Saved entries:
___

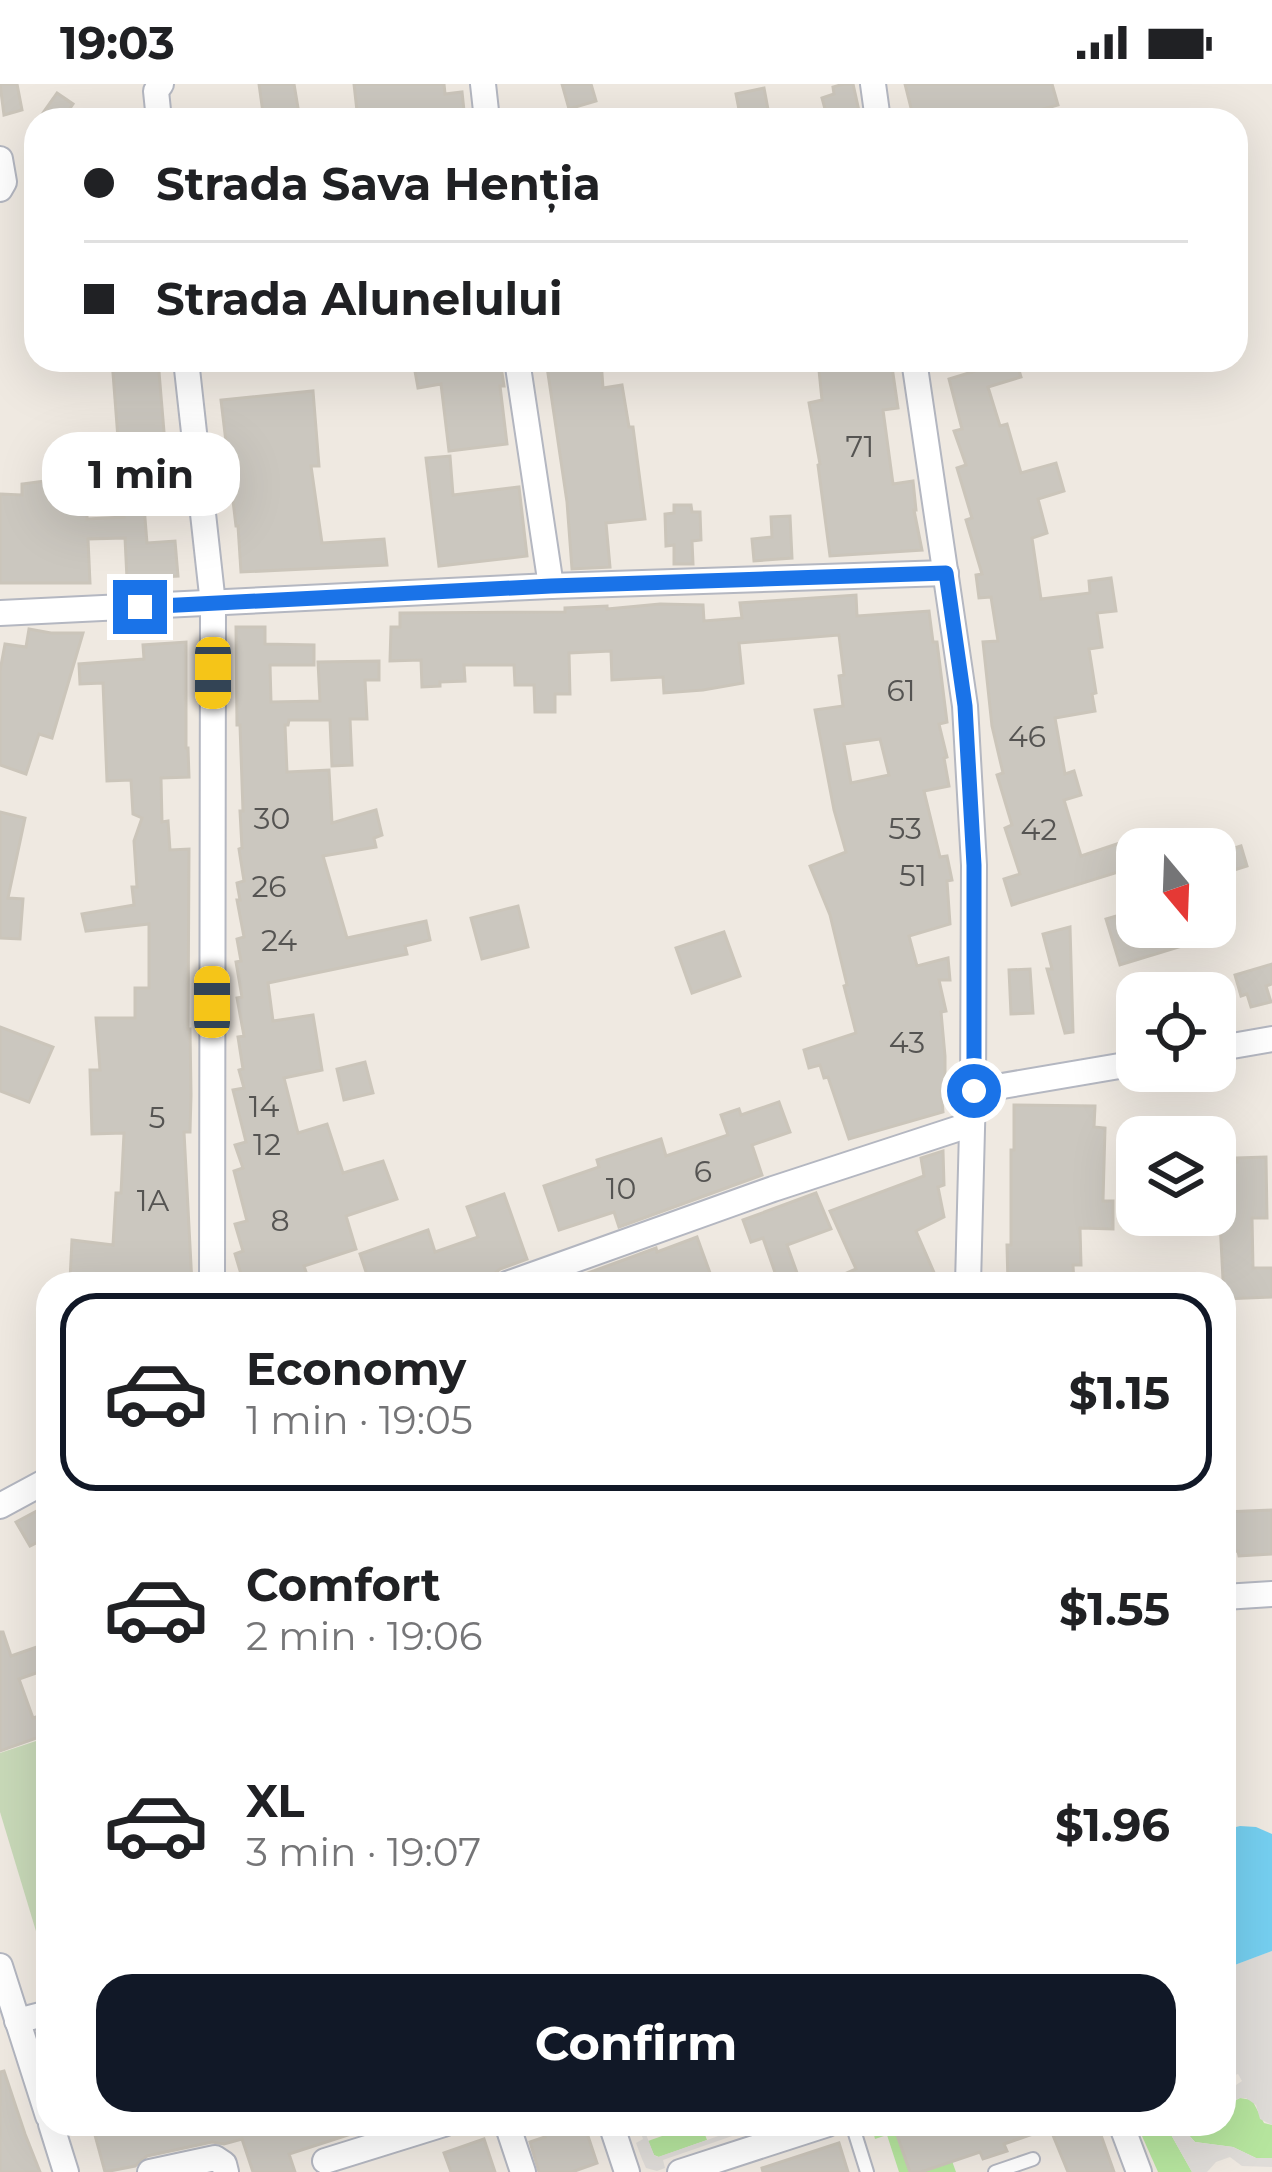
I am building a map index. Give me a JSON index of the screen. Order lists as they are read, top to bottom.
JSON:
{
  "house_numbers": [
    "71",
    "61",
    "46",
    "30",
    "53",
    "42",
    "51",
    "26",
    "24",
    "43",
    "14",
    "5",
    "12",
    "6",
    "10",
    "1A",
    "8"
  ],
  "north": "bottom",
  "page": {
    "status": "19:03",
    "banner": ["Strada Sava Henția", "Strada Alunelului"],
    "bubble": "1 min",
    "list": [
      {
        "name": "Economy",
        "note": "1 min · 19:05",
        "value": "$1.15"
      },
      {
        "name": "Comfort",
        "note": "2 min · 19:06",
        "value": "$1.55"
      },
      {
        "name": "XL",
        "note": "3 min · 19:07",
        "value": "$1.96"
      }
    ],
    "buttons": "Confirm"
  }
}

___

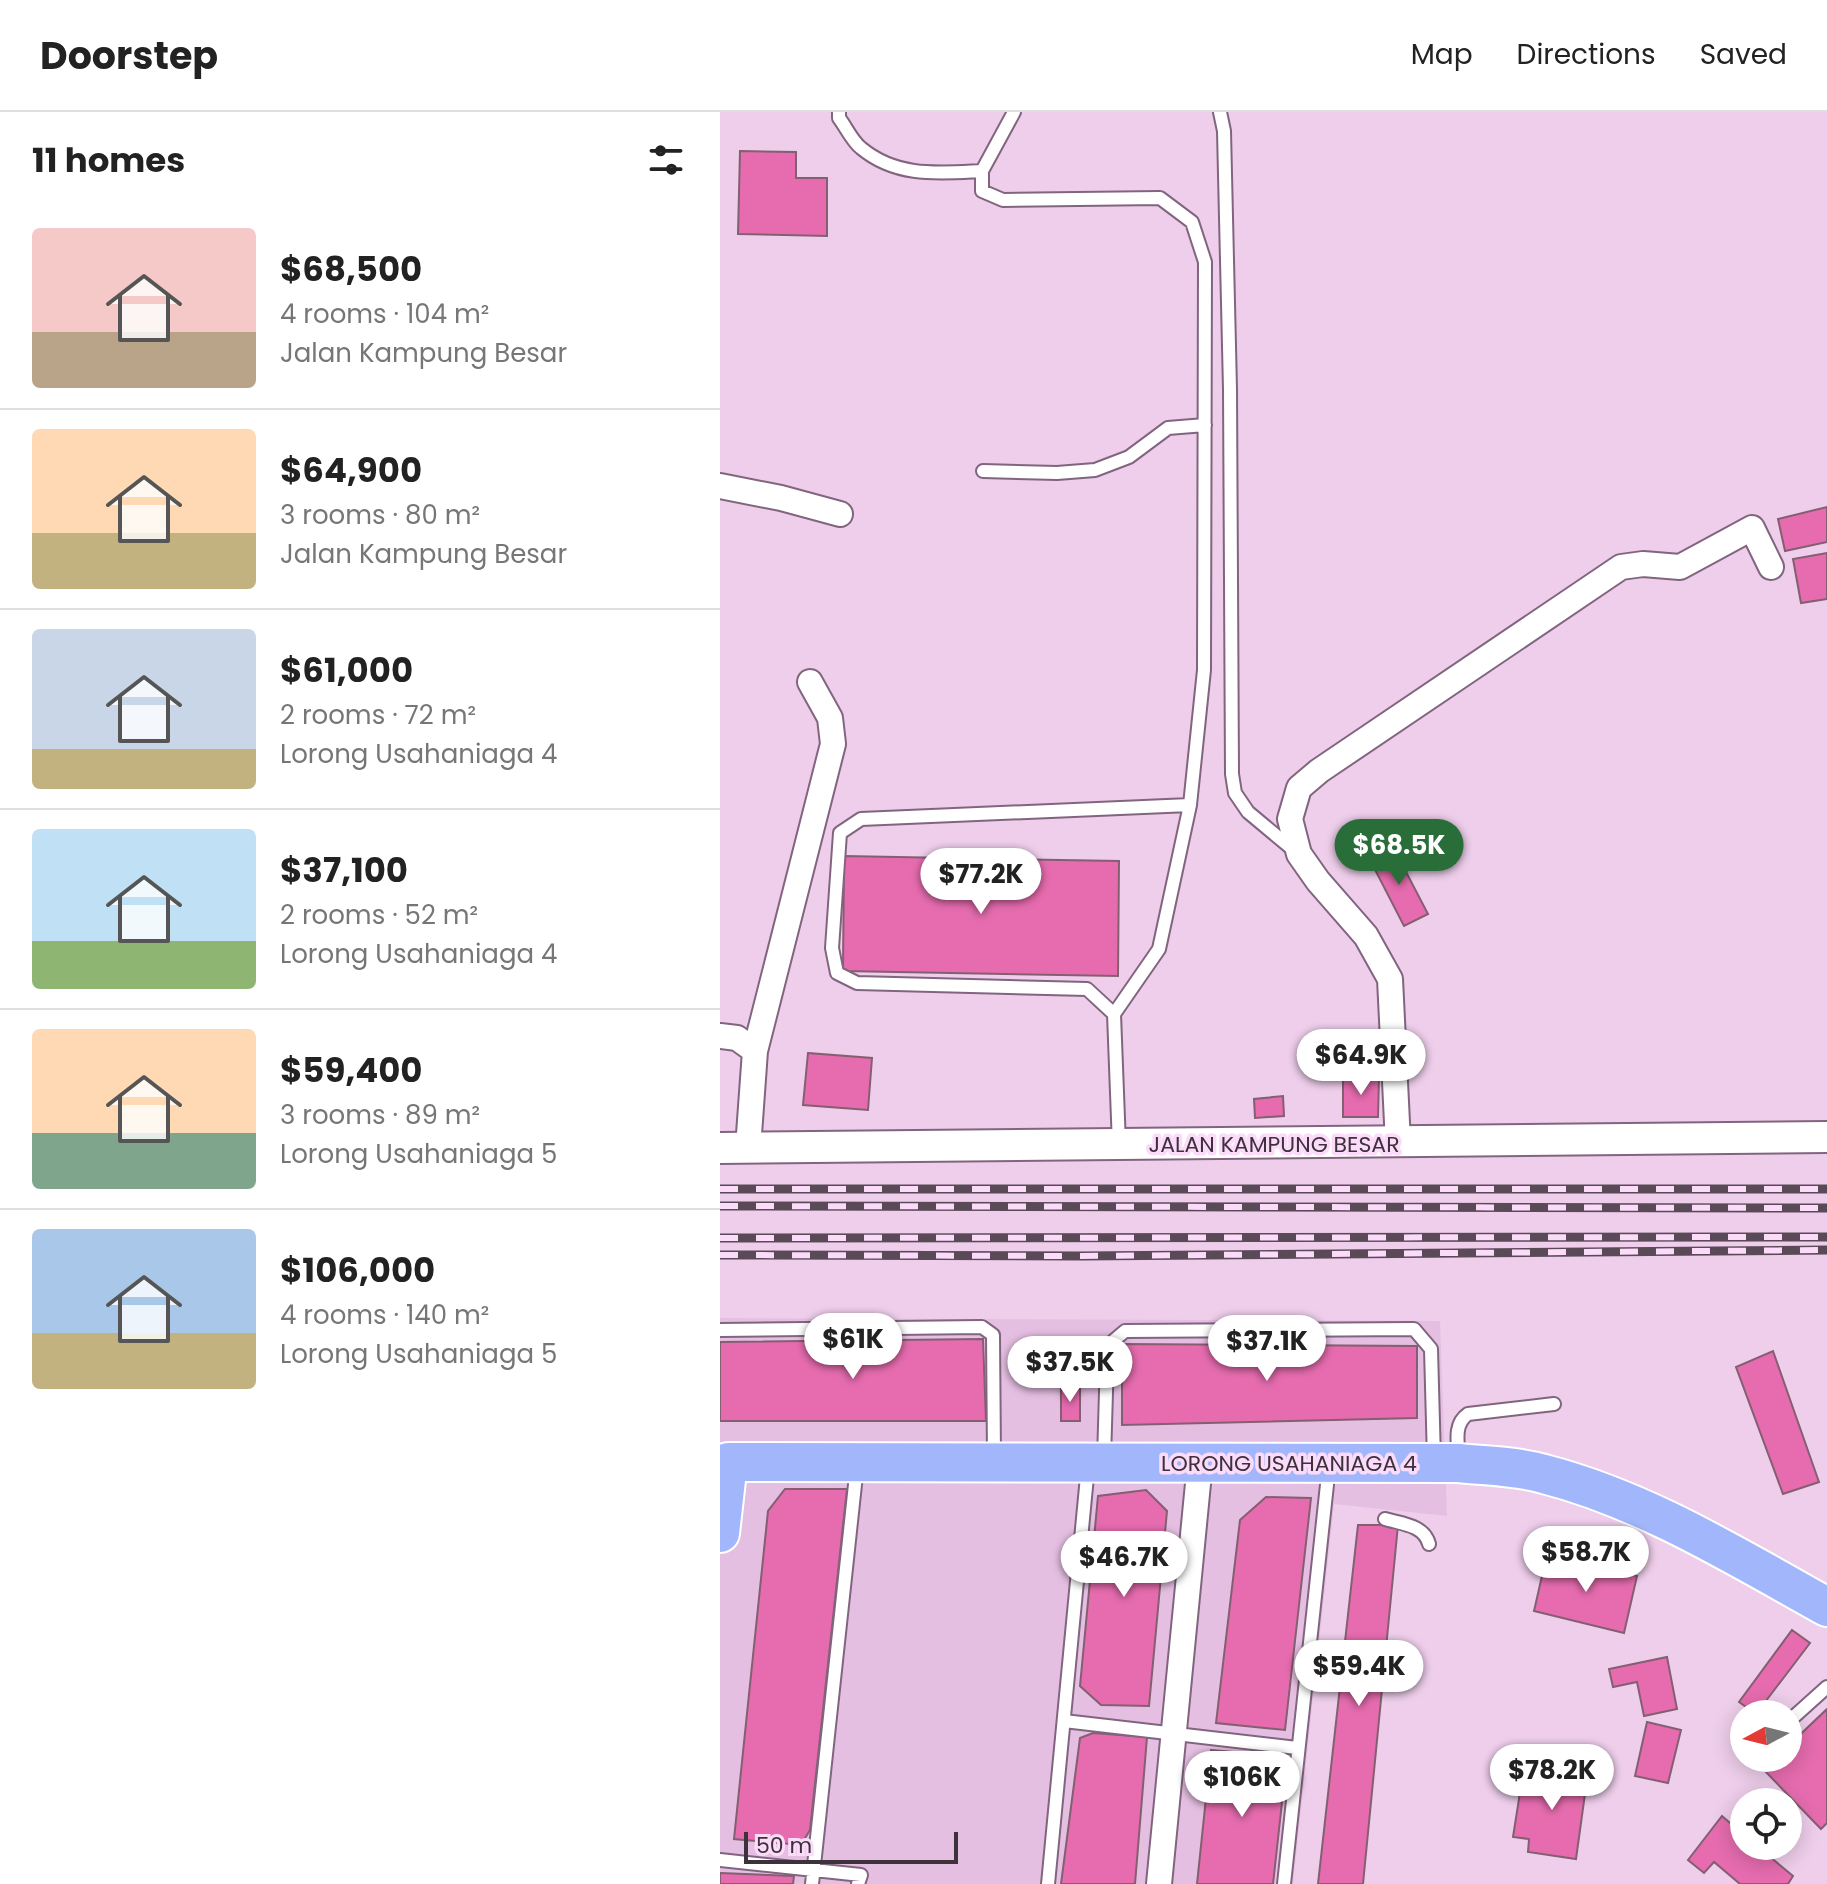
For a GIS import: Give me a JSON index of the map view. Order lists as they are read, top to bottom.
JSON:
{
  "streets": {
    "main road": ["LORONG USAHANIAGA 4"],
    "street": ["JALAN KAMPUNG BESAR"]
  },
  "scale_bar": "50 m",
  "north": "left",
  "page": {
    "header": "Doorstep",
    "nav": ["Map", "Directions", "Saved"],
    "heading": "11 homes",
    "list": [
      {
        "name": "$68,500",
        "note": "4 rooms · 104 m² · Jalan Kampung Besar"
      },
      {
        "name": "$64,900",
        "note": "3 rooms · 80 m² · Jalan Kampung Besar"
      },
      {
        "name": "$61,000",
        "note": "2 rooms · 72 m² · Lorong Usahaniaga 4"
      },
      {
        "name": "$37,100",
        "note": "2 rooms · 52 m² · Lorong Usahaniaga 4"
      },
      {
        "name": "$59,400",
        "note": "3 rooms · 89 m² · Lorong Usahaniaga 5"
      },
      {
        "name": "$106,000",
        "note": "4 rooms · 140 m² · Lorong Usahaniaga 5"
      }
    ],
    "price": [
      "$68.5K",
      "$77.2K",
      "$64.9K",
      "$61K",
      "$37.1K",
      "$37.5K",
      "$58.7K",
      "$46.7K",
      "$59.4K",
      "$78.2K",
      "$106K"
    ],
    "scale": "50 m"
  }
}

___

**HOW TO COMPLETE THIS TASK**
How many lines of the data hold the string "read"? Reply with the number alone.

**ANSWER AREA**
2